The dust hasn’t even begun to settle after the UK’s General Election earlier this month – will we have a minority Tory-DUP government? Will Jeremy Corbyn make good his promise to storm Number 10, or will we see the LibDemsrecover after Tim Farron’s resignation to form a coalition with anyone who’s willing?

Housing is a huge issue, especially social housing, and all three big parties made it a priority in their manifestos, so here’s a rundown of what we could expect from a Tory, Labour, LibDem or coalition government.

Labour

Labour will create a new Department for Housing to try to resolve decades of failure.

Around 100,000 council and association homes will be built each year and the Conservative sell-off of existing social housing stock will stop.

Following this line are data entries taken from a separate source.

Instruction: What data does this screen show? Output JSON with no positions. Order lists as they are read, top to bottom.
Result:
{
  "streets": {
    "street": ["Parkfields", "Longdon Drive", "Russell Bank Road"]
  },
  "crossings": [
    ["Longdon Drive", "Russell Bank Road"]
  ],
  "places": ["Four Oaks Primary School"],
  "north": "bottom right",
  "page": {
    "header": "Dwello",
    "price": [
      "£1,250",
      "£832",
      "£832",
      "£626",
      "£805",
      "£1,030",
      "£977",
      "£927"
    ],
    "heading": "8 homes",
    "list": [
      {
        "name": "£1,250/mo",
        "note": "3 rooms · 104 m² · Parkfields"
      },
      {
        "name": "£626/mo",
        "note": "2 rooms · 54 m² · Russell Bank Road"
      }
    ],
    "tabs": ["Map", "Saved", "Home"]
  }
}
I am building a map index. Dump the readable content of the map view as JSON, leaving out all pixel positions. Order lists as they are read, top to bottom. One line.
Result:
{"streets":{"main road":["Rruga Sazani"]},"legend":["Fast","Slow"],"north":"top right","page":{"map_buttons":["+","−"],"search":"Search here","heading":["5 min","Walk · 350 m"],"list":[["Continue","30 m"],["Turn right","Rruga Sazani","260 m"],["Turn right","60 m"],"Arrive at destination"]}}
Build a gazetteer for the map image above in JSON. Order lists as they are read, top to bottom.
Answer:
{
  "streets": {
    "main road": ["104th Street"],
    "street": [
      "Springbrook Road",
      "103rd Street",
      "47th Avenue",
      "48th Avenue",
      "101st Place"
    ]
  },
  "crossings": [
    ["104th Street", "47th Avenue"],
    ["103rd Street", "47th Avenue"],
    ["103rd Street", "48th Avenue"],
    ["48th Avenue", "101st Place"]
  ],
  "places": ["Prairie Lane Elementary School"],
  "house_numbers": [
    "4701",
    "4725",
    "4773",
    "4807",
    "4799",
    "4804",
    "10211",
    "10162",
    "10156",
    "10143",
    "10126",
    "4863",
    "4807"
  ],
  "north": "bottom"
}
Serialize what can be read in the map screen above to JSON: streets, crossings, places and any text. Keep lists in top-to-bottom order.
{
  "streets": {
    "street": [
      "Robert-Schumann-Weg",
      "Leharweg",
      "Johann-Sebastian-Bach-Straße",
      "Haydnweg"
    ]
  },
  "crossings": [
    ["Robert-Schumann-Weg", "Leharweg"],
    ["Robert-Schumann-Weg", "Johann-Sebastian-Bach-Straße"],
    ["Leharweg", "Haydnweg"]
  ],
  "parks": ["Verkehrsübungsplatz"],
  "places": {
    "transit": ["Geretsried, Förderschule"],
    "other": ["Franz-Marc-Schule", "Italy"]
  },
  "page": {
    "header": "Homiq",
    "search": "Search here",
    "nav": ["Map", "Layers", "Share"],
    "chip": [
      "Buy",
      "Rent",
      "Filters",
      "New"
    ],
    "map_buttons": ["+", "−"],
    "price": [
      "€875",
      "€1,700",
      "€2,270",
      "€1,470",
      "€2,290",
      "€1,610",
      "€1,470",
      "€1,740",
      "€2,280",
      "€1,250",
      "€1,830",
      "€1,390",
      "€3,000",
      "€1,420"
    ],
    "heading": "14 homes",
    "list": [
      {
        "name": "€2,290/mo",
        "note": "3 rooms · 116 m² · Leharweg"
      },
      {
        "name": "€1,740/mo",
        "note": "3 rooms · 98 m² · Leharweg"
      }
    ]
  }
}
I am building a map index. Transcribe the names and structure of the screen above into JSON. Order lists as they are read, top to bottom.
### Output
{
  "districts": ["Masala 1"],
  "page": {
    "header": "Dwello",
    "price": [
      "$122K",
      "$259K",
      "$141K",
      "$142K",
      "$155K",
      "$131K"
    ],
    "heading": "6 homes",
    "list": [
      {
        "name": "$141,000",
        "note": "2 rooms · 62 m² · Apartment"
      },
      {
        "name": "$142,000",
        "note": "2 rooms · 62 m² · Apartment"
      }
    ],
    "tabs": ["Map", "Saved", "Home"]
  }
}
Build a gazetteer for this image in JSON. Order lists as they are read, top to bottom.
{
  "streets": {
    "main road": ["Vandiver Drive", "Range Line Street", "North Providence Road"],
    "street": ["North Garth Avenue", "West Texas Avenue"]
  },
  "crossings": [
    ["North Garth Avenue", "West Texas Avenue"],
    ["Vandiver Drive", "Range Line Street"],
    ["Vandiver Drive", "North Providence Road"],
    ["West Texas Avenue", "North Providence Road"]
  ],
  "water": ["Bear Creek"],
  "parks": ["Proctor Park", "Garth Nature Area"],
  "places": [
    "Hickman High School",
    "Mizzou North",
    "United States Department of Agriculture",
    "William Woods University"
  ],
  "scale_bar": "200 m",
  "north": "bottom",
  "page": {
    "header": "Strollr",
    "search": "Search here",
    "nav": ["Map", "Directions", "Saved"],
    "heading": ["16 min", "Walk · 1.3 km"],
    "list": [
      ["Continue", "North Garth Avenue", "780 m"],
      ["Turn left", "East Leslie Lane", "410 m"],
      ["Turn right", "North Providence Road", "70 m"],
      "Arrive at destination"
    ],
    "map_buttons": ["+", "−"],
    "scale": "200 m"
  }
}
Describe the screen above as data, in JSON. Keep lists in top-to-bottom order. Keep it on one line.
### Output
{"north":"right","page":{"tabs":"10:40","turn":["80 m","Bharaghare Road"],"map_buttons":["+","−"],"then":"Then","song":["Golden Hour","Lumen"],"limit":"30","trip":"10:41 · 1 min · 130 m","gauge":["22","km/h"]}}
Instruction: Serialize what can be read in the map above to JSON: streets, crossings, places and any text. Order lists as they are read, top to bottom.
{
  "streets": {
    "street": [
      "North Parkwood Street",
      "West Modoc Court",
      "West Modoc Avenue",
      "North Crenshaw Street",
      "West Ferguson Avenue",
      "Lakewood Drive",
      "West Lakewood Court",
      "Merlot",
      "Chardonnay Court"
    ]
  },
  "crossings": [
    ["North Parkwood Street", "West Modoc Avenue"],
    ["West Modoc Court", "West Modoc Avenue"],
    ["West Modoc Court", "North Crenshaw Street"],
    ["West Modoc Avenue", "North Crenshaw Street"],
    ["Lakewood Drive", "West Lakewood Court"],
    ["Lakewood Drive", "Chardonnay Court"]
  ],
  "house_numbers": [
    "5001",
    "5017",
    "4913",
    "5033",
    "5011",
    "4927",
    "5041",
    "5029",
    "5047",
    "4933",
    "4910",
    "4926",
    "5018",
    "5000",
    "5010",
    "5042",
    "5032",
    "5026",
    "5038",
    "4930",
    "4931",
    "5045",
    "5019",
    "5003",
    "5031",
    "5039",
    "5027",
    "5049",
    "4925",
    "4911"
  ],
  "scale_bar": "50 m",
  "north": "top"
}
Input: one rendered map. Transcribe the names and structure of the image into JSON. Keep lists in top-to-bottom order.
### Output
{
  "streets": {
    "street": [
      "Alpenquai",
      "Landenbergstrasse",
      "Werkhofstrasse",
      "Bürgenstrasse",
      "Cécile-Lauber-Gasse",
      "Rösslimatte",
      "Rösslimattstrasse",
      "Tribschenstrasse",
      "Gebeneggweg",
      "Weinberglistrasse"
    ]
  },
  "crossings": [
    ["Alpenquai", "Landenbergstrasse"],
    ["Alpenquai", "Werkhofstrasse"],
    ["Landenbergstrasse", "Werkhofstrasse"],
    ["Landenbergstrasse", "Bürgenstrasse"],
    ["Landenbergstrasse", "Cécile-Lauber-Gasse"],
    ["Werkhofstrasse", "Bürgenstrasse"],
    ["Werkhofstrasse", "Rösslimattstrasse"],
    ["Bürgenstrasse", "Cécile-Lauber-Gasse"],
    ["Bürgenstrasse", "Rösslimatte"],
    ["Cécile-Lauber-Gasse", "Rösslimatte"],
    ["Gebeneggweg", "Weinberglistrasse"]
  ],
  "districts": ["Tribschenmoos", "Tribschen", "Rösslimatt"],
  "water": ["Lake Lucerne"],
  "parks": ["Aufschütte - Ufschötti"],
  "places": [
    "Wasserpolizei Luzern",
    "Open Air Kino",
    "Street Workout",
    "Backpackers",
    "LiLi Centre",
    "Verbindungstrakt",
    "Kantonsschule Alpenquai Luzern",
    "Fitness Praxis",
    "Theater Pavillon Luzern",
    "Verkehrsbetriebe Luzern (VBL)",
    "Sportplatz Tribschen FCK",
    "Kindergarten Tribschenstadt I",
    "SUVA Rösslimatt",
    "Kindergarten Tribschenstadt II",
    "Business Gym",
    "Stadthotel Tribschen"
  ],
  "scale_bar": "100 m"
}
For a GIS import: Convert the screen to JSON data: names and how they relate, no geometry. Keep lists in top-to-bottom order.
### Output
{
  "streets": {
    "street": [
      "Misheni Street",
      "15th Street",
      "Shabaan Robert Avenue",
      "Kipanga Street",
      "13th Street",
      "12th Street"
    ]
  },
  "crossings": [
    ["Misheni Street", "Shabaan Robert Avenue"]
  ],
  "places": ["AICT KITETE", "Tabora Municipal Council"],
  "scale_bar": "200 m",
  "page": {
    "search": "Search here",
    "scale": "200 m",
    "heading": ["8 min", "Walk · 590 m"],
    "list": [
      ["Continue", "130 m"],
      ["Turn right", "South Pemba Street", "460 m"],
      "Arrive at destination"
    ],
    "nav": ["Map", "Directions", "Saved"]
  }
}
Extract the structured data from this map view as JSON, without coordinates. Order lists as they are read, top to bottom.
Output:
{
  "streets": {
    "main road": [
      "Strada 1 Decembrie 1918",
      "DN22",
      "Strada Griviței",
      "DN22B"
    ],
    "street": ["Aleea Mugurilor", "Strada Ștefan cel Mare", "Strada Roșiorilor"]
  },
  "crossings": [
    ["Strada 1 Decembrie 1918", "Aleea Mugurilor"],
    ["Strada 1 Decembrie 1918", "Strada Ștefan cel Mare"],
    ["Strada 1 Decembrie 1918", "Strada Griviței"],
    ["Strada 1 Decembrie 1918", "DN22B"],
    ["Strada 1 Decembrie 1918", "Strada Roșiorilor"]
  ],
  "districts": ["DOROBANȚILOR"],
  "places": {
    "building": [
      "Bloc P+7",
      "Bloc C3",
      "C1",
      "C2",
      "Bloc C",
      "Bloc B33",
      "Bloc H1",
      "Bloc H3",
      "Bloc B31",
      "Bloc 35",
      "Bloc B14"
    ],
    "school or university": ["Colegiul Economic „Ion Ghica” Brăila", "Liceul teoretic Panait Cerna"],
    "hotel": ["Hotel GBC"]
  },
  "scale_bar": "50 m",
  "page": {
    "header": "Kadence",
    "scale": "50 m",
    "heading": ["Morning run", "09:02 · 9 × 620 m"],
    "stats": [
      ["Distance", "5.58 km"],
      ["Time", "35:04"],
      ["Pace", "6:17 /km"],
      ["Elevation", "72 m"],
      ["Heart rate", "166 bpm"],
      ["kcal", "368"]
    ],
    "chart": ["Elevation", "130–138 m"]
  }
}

There will be 4,000 new homes for people who have been homeless.

There will be no more rent rises that outstrip inflation and there’ll also be more three-year tenancies.

Developers will be required to go zero-carbon.

Four million homes will have extra insulation and there will be 0% interest loans so homeowners can make their own energy improvements.

Local residents will have first access to new homes on the market.

Conservatives

The Tories’ manifesto included plans to build a million homes by 2020, with another 500,000 by 2022.

There’ll be reformations of compulsory purchase so councils find it easier to buy derelict or unused land.

There’ll be some new social housing, but as yet there’s no numbers, no timescale and no visible signs of funding. Plus, the stock could be sold to city hedge funds ten years later.

They say they’ll halve rough sleeping by 2022 and end it altogether by 2027; we can only guess at how…

The LibDems

There’ll be a Help-to-Rent scheme to give people government-backed deposit loans.

They have a policy in common with Labour – insulating four million homes by 2022.

Direct funding for housebuilding so that there’ll be 300,000 new homes by 2022.

Ten new garden cities in England with zero carbon homes.

The right-to-buy pilot schemes for housing associations will be ended.

The council tax rates on second and empty homes will be doubled.